--- Exercise data ---
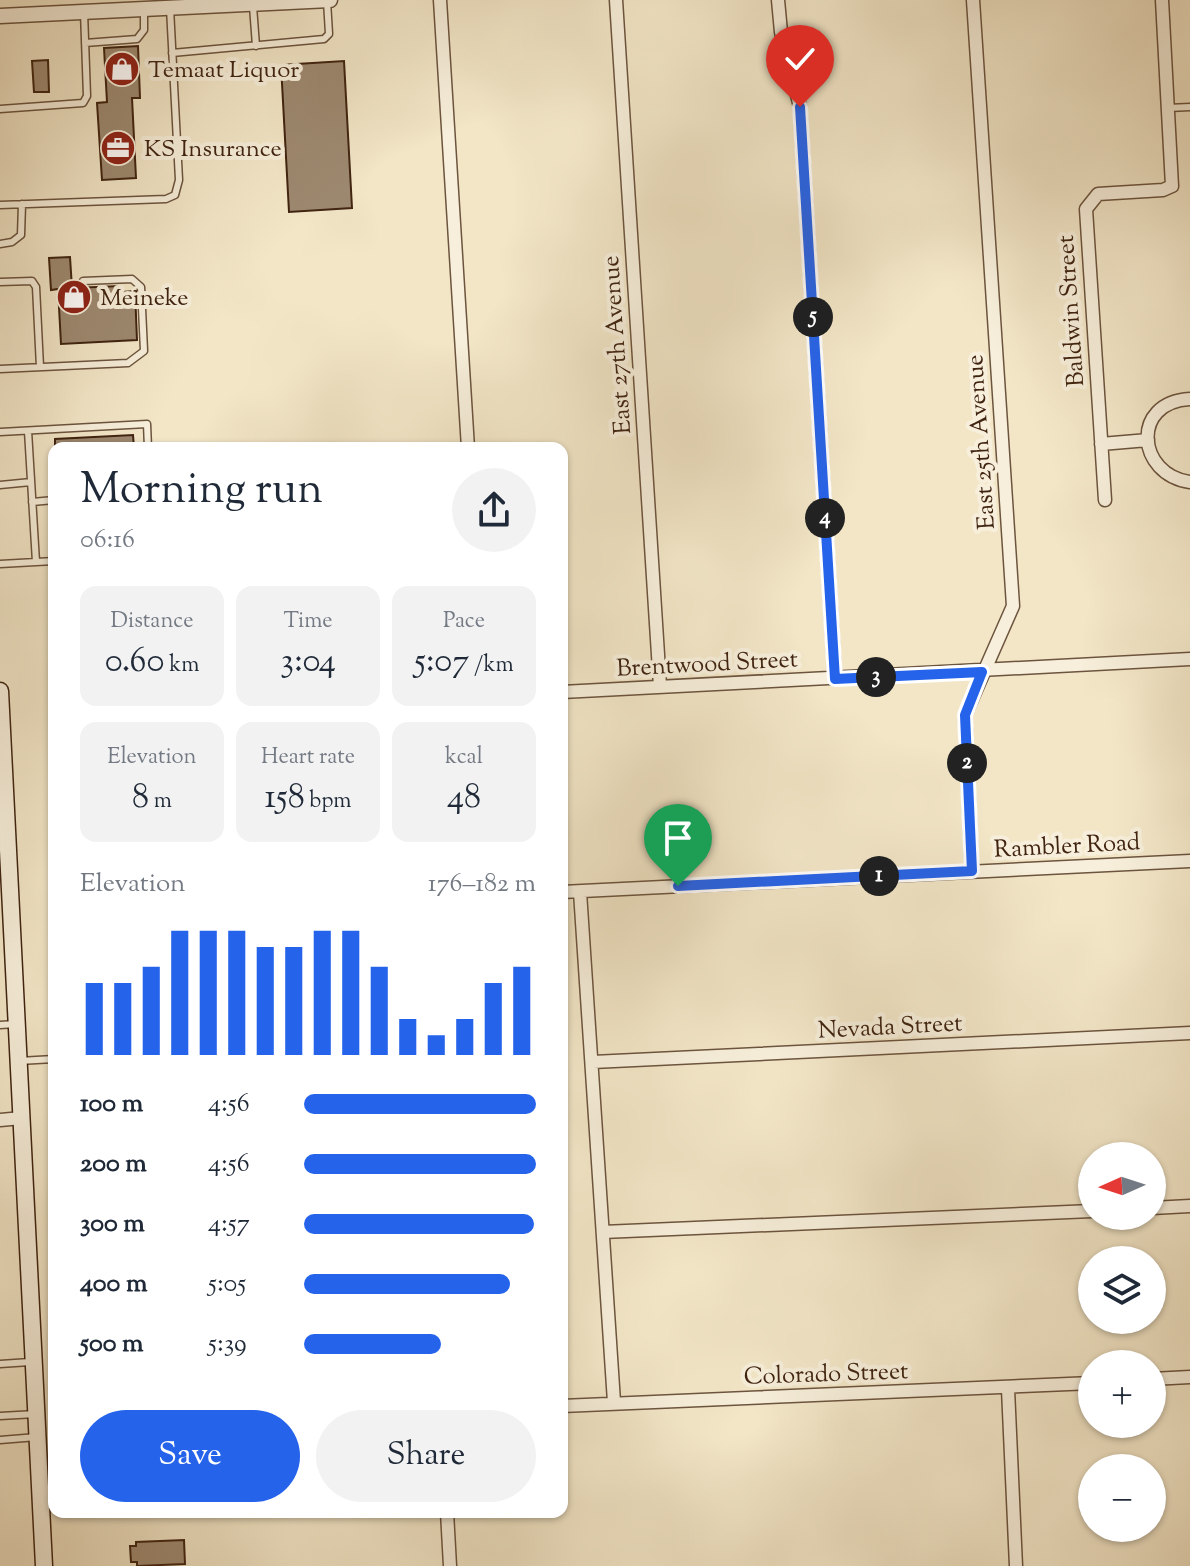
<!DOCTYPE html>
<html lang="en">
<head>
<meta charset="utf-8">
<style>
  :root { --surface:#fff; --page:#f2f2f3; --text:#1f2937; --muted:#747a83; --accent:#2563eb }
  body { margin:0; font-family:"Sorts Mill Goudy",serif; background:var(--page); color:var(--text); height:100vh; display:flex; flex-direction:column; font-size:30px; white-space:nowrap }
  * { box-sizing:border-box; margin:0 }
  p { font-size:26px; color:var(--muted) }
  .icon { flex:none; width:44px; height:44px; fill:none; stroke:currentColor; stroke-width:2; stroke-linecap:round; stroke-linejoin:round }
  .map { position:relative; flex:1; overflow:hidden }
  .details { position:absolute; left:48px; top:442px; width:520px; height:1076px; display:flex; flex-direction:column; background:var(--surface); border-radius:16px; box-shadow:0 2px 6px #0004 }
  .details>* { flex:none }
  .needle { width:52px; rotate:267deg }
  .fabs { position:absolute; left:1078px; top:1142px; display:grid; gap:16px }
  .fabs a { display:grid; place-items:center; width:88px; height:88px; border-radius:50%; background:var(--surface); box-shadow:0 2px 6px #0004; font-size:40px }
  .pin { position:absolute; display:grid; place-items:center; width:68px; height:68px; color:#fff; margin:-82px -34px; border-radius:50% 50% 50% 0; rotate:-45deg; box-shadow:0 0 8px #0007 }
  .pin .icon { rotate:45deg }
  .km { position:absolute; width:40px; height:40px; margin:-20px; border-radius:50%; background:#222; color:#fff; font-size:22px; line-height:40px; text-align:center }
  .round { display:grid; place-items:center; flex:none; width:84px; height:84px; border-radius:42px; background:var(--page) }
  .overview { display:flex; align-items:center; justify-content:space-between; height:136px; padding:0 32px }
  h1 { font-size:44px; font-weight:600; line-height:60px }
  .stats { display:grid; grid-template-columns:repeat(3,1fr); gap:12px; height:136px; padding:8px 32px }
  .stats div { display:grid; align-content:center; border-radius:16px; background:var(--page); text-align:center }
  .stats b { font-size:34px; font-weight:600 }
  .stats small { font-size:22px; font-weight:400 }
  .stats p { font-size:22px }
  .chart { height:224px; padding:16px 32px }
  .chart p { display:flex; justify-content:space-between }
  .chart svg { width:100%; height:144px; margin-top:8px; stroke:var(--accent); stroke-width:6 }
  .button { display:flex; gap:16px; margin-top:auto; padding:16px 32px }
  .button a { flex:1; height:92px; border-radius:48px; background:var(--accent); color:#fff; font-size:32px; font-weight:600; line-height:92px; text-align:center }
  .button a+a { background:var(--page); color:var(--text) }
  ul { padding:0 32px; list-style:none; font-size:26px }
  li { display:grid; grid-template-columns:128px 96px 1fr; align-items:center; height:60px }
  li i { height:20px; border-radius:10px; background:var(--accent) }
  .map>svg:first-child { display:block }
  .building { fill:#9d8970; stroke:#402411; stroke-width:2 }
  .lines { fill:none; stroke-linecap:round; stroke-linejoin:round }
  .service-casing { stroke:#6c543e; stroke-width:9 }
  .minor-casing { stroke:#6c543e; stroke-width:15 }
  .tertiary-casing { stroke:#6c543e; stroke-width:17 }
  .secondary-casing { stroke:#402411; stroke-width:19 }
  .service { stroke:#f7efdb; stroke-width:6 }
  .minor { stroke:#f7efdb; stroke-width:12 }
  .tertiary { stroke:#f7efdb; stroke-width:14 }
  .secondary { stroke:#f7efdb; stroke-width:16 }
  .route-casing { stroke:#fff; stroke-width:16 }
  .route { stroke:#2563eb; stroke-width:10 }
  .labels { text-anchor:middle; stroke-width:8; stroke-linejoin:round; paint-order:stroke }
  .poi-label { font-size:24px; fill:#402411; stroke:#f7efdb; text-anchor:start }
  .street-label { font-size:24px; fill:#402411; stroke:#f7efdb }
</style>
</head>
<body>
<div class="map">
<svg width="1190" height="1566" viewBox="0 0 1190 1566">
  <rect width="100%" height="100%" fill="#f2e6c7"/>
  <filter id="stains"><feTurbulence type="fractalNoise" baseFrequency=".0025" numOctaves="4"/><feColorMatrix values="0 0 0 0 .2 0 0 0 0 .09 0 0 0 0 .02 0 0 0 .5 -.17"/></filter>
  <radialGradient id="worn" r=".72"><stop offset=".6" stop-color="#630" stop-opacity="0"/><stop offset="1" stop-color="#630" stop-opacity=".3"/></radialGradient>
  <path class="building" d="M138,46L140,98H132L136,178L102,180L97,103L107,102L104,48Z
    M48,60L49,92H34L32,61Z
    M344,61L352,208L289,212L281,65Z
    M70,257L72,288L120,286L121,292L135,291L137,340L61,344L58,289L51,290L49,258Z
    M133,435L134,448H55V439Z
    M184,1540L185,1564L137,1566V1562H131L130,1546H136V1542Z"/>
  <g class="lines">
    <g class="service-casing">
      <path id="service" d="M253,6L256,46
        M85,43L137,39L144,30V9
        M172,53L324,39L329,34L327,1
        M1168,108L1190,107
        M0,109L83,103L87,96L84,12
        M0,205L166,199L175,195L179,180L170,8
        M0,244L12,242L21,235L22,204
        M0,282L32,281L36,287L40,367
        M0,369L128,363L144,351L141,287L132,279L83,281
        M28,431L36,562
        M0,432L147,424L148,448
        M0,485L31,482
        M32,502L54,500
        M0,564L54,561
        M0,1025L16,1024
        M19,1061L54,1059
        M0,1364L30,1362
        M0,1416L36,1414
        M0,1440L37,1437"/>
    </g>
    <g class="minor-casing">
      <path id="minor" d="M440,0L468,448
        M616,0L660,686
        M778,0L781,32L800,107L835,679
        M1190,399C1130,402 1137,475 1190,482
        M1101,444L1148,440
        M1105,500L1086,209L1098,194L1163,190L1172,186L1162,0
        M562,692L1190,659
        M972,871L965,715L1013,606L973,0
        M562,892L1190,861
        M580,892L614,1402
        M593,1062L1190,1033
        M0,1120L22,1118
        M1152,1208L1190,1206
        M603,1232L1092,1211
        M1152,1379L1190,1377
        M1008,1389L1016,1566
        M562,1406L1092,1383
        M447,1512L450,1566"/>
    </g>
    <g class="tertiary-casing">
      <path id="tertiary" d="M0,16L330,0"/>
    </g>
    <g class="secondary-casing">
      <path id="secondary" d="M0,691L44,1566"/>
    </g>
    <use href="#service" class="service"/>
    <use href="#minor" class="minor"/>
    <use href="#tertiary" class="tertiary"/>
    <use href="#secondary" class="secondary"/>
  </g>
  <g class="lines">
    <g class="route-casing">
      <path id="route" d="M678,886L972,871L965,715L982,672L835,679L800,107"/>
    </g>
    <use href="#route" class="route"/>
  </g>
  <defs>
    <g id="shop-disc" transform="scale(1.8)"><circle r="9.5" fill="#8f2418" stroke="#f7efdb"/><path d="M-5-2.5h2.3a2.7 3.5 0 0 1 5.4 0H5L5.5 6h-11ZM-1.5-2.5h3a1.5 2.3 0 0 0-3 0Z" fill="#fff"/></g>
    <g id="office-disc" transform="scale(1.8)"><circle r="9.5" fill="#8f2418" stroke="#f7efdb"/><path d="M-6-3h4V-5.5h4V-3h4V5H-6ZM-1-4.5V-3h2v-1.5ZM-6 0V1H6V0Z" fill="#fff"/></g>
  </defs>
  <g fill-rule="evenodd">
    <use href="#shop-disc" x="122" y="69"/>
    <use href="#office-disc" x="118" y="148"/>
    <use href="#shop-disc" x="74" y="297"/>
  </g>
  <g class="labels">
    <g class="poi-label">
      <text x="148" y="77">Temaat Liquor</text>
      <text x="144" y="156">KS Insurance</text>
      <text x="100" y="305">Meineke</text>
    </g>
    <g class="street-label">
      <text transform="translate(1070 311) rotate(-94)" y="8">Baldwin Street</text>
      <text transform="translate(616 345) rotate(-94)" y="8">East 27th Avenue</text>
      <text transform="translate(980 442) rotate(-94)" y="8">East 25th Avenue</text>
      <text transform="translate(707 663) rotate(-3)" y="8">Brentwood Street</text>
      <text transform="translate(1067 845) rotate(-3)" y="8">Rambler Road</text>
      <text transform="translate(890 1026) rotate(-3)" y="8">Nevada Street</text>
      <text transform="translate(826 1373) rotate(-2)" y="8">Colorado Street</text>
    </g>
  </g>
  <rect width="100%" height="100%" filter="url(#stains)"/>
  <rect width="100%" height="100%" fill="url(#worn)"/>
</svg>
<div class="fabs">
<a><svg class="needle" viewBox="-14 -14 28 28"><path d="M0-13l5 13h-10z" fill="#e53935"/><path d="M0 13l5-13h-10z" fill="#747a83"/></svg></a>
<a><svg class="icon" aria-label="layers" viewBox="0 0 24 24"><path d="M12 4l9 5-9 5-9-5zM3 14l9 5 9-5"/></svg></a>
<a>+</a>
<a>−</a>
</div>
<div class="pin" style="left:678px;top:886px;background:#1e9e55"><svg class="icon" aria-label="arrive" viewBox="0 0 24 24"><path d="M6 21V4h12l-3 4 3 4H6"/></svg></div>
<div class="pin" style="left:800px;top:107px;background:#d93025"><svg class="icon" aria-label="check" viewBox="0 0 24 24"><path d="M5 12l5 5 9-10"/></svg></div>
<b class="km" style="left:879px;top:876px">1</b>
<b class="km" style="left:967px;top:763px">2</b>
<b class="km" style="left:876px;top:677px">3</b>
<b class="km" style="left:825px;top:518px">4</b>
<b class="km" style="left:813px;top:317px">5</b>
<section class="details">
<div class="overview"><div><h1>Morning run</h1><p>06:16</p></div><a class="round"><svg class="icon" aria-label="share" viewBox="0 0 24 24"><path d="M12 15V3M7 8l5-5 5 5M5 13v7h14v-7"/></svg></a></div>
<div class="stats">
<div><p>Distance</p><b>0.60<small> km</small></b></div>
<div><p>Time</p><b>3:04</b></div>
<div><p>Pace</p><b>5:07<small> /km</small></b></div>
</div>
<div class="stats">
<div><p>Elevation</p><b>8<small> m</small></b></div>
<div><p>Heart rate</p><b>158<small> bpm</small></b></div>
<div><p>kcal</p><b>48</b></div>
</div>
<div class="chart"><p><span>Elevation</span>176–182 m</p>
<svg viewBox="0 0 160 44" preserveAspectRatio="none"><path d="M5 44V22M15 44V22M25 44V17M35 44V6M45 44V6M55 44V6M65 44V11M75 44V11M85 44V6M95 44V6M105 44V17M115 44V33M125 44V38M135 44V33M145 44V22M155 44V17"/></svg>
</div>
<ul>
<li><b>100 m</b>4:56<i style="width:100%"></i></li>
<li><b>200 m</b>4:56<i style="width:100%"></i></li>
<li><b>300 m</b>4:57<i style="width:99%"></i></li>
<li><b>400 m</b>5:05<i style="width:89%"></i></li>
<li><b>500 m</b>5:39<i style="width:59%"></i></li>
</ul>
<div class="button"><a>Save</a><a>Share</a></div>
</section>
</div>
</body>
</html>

--- Work request ---
The output is the lines from the start of the data above through the line containing "height:224px; padding:16px 32px", unchanged, with any picture left out.

--- Task result ---
<!DOCTYPE html>
<html lang="en">
<head>
<meta charset="utf-8">
<style>
  :root { --surface:#fff; --page:#f2f2f3; --text:#1f2937; --muted:#747a83; --accent:#2563eb }
  body { margin:0; font-family:"Sorts Mill Goudy",serif; background:var(--page); color:var(--text); height:100vh; display:flex; flex-direction:column; font-size:30px; white-space:nowrap }
  * { box-sizing:border-box; margin:0 }
  p { font-size:26px; color:var(--muted) }
  .icon { flex:none; width:44px; height:44px; fill:none; stroke:currentColor; stroke-width:2; stroke-linecap:round; stroke-linejoin:round }
  .map { position:relative; flex:1; overflow:hidden }
  .details { position:absolute; left:48px; top:442px; width:520px; height:1076px; display:flex; flex-direction:column; background:var(--surface); border-radius:16px; box-shadow:0 2px 6px #0004 }
  .details>* { flex:none }
  .needle { width:52px; rotate:267deg }
  .fabs { position:absolute; left:1078px; top:1142px; display:grid; gap:16px }
  .fabs a { display:grid; place-items:center; width:88px; height:88px; border-radius:50%; background:var(--surface); box-shadow:0 2px 6px #0004; font-size:40px }
  .pin { position:absolute; display:grid; place-items:center; width:68px; height:68px; color:#fff; margin:-82px -34px; border-radius:50% 50% 50% 0; rotate:-45deg; box-shadow:0 0 8px #0007 }
  .pin .icon { rotate:45deg }
  .km { position:absolute; width:40px; height:40px; margin:-20px; border-radius:50%; background:#222; color:#fff; font-size:22px; line-height:40px; text-align:center }
  .round { display:grid; place-items:center; flex:none; width:84px; height:84px; border-radius:42px; background:var(--page) }
  .overview { display:flex; align-items:center; justify-content:space-between; height:136px; padding:0 32px }
  h1 { font-size:44px; font-weight:600; line-height:60px }
  .stats { display:grid; grid-template-columns:repeat(3,1fr); gap:12px; height:136px; padding:8px 32px }
  .stats div { display:grid; align-content:center; border-radius:16px; background:var(--page); text-align:center }
  .stats b { font-size:34px; font-weight:600 }
  .stats small { font-size:22px; font-weight:400 }
  .stats p { font-size:22px }
  .chart { height:224px; padding:16px 32px }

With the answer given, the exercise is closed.